YOUR ASSIGNMENT
The lines to be set down run from the line containing "stroke(street, '#4a1f2b', 20);" through the final line of the data below; print them exactly and print nothing else.

** Opening RECORDS FOR THIS TASK block **

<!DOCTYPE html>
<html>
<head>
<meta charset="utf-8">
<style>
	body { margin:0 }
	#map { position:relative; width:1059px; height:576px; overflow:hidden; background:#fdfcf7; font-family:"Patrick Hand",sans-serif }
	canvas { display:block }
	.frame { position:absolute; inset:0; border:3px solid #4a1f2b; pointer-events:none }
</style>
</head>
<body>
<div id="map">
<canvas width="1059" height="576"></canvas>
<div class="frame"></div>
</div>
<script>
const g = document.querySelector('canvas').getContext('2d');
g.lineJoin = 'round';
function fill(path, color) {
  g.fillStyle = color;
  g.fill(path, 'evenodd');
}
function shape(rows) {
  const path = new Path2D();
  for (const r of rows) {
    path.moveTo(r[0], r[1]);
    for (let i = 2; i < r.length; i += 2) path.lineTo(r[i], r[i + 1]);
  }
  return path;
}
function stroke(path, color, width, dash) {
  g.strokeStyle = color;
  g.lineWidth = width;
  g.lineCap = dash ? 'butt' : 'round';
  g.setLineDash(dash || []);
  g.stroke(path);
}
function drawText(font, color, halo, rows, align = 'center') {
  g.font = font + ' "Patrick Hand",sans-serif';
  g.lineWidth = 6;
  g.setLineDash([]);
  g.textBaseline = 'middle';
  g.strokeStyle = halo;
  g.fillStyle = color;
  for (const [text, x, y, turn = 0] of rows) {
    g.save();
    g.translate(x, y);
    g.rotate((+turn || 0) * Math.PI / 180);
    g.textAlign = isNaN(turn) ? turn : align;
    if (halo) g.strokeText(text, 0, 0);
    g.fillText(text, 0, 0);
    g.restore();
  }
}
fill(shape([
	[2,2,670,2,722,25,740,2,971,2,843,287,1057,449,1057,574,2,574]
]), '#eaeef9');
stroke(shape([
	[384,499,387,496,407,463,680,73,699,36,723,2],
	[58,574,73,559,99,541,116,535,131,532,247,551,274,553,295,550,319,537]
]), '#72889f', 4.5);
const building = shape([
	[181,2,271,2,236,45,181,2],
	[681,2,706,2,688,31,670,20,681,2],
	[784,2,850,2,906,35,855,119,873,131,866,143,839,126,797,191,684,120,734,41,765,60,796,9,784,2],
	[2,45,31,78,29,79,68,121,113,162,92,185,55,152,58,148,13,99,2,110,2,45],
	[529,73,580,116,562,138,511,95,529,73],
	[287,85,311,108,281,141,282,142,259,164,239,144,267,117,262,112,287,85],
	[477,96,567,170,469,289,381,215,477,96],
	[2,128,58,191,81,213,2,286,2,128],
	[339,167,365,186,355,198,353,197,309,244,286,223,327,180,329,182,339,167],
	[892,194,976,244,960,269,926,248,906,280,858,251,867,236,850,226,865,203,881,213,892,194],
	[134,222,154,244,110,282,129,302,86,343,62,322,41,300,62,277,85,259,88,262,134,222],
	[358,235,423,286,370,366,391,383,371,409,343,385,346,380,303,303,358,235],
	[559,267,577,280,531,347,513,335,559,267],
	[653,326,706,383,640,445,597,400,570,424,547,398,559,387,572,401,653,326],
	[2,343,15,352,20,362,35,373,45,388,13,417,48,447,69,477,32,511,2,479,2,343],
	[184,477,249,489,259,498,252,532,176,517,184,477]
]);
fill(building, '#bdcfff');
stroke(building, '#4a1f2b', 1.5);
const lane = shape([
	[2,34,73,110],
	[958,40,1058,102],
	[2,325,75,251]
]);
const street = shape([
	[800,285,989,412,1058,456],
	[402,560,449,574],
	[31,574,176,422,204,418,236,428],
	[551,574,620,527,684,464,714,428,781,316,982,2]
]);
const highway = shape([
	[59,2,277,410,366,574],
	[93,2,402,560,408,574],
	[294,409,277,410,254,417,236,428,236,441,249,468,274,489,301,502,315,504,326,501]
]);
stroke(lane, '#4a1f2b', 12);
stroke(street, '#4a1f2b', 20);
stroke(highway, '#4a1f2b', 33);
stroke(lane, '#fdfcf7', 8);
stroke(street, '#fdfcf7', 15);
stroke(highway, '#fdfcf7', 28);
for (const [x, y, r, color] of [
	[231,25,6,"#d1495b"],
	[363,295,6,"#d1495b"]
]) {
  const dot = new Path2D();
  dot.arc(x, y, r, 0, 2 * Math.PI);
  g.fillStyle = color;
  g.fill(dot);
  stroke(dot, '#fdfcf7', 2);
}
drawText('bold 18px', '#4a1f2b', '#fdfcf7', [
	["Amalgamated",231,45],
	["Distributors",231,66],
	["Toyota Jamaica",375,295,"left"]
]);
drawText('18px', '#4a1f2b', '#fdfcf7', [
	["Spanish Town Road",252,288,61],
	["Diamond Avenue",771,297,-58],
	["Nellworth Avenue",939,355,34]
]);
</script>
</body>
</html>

** Closing RECORDS FOR THIS TASK block **

SOLUTION TO THIS PROBLEM
stroke(street, '#4a1f2b', 20);
stroke(highway, '#4a1f2b', 33);
stroke(lane, '#fdfcf7', 8);
stroke(street, '#fdfcf7', 15);
stroke(highway, '#fdfcf7', 28);
for (const [x, y, r, color] of [
	[231,25,6,"#d1495b"],
	[363,295,6,"#d1495b"]
]) {
  const dot = new Path2D();
  dot.arc(x, y, r, 0, 2 * Math.PI);
  g.fillStyle = color;
  g.fill(dot);
  stroke(dot, '#fdfcf7', 2);
}
drawText('bold 18px', '#4a1f2b', '#fdfcf7', [
	["Amalgamated",231,45],
	["Distributors",231,66],
	["Toyota Jamaica",375,295,"left"]
]);
drawText('18px', '#4a1f2b', '#fdfcf7', [
	["Spanish Town Road",252,288,61],
	["Diamond Avenue",771,297,-58],
	["Nellworth Avenue",939,355,34]
]);
</script>
</body>
</html>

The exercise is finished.